Homem tirando foto com iPhone e uma lente especial.

O Flickr pode ser a alternativa ao Instagram que tantos esperam


23/4/18 às 12h23

O Flickr, rede social voltada à fotografia, foi comprado pelo SmugMug, outro serviço similar, por um valor não divulgado. Lançado em 2004, o Flickr foi para a era pré-smartphone o que o Instagram é hoje: o local onde as pessoas publicavam suas fotos e viam as de amigos e profissionais que admiram.

A aquisição do Flickr pelo Yahoo, em 2005, foi seguida de crescimento e melhorias no site, mas essa fase boa durou pouco. O Flickr se manteve no ar ao longo desses 13 anos apesar do Yahoo.

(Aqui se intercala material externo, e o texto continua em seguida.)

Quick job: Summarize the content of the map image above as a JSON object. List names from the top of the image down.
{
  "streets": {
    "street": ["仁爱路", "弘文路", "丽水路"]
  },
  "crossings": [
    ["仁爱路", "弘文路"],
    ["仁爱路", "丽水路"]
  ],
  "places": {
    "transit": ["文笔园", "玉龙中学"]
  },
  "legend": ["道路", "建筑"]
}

A letargia em responder às evoluções que ocorriam em ritmo alucinante na tecnologia minaram, pouco a pouco, a percepção de valor do Flickr e sua relevância frente a rivais mais novos e ágeis.

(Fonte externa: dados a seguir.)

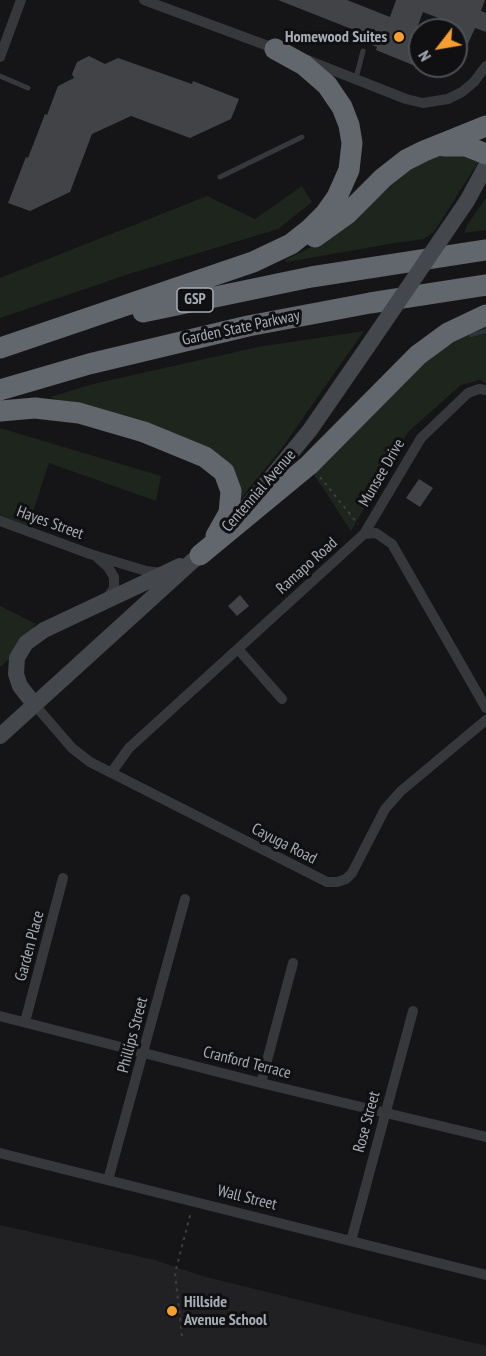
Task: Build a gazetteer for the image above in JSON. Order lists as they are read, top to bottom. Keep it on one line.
{"streets":{"highway":["GSP","Garden State Parkway"],"main road":["Centennial Avenue"],"street":["Munsee Drive","Hayes Street","Ramapo Road","Cayuga Road","Garden Place","Phillips Street","Cranford Terrace","Rose Street","Wall Street"]},"crossings":[["Munsee Drive","Ramapo Road"],["Centennial Avenue","Cayuga Road"],["Ramapo Road","Cayuga Road"],["Garden Place","Cranford Terrace"],["Phillips Street","Cranford Terrace"],["Phillips Street","Wall Street"],["Cranford Terrace","Rose Street"],["Rose Street","Wall Street"]],"places":["Homewood Suites","Hillside Avenue School"],"north":"bottom left"}
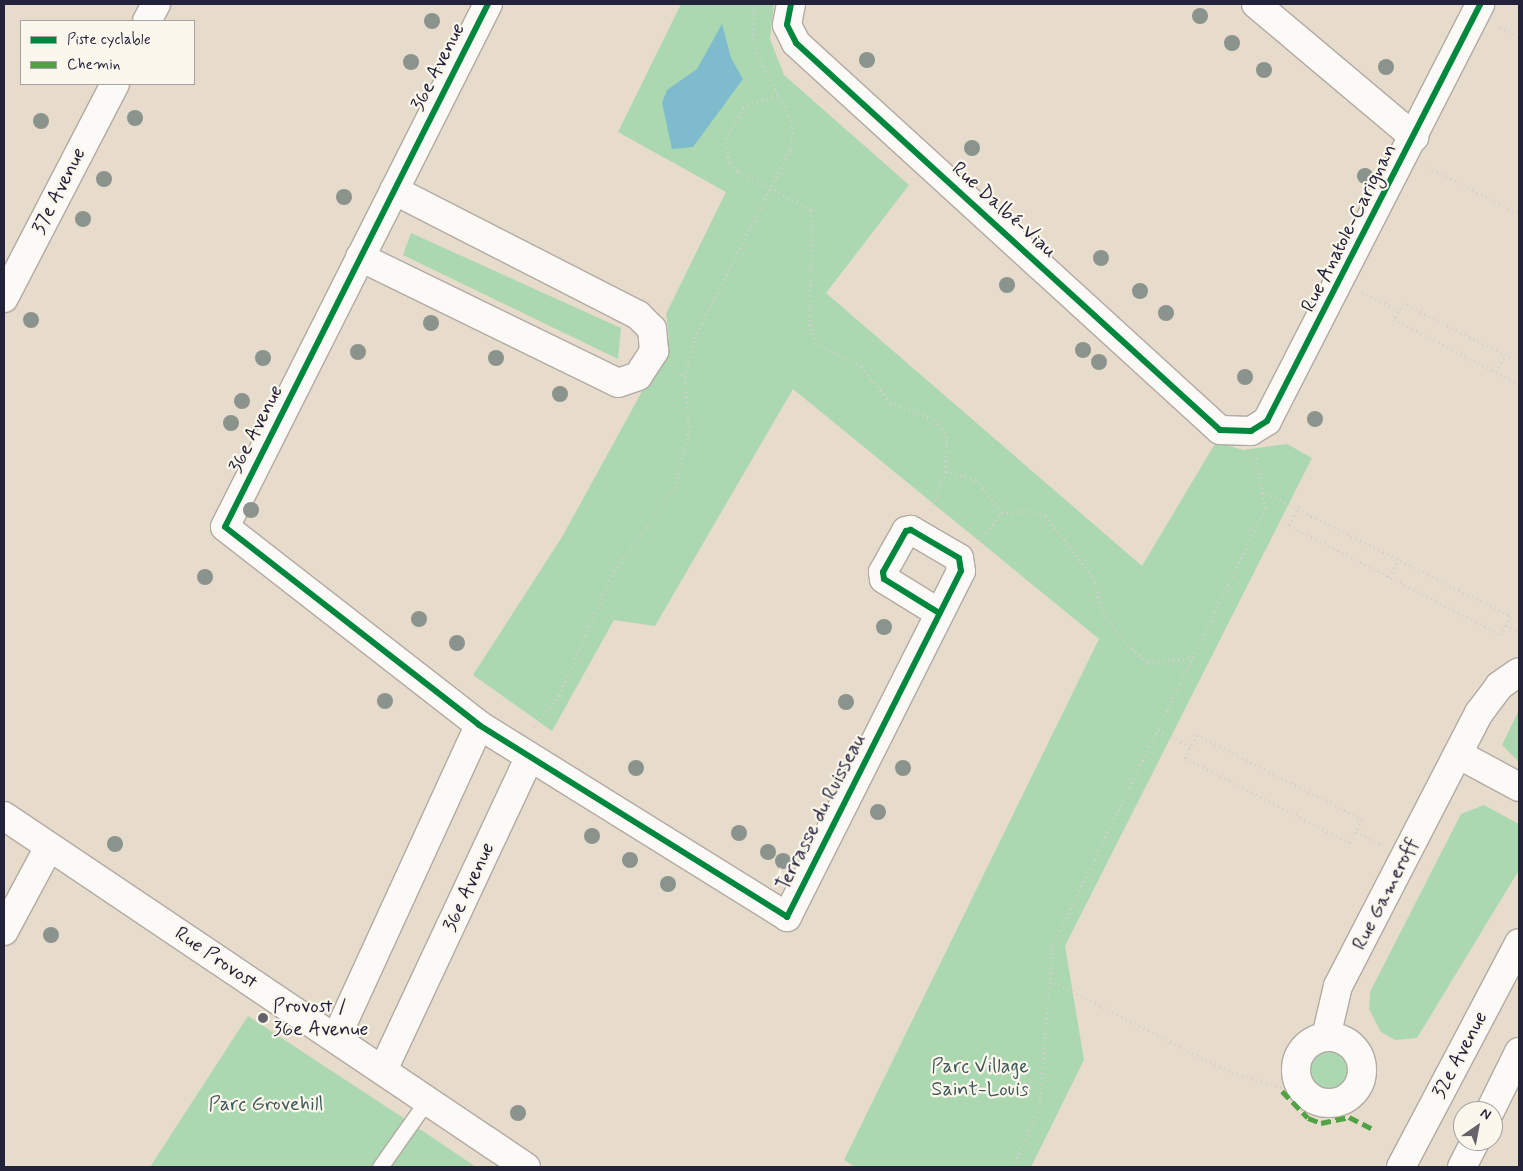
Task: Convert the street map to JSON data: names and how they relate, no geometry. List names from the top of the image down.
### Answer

Essa inépcia abriu espaço para que o Facebook e, depois, o Instagram, ocupassem o espaço que era do Flickr até o final dos anos 2000.

O descaso com o Flickr não mudou nem quando Marissa Mayer, uma das executivas pioneiras do Google, assumiu o comando do Yahoo e respondeu a uma brincadeira/pedido de um usuário para “tornar o Flickr incrível outra vez”.

Com Marissa à frente, o Flickr ganhou alguma atenção. Melhorias foram feitas, mas elas não chegaram nem perto de recuperar a popularidade dos velhos tempos ou de dar ao serviço o ferramental necessário para brigar pela preferência do usuário.

Mais que isso: o Yahoo praticamente reposicionou o Flickr, afastando-o de premissas como comunidade e publicação/curadoria de fotos. Com as reformulações de 2012 e 2015, em vez de disputar espaço com o Instagram, o Yahoo aumentou dramaticamente o espaço para armazenar fotos em uma tentativa de tornar o Flickr um repositório de fotos. Ao sair da rota de colisão do Facebook/Instagram, o Flickr bateu de frente com outras gigantes — Apple, Google e Microsoft, além de startups bem sucedidas, como o Dropbox, todas com ofertas mais interessantes de armazenamento na nuvem. O Flickr acabou atropelado, de novo.

A notícia da aquisição pelo SmugMug é boa. O Flickr estava nas mãos da Oath, marca criada a partir da fusão do Yahoo com a Aol, ambas compradas pela operadora Verizon, dos Estados Unidos. A ocasião também é bastante oportuna para um eventual resgate do Flickr, enquanto serviço e missão.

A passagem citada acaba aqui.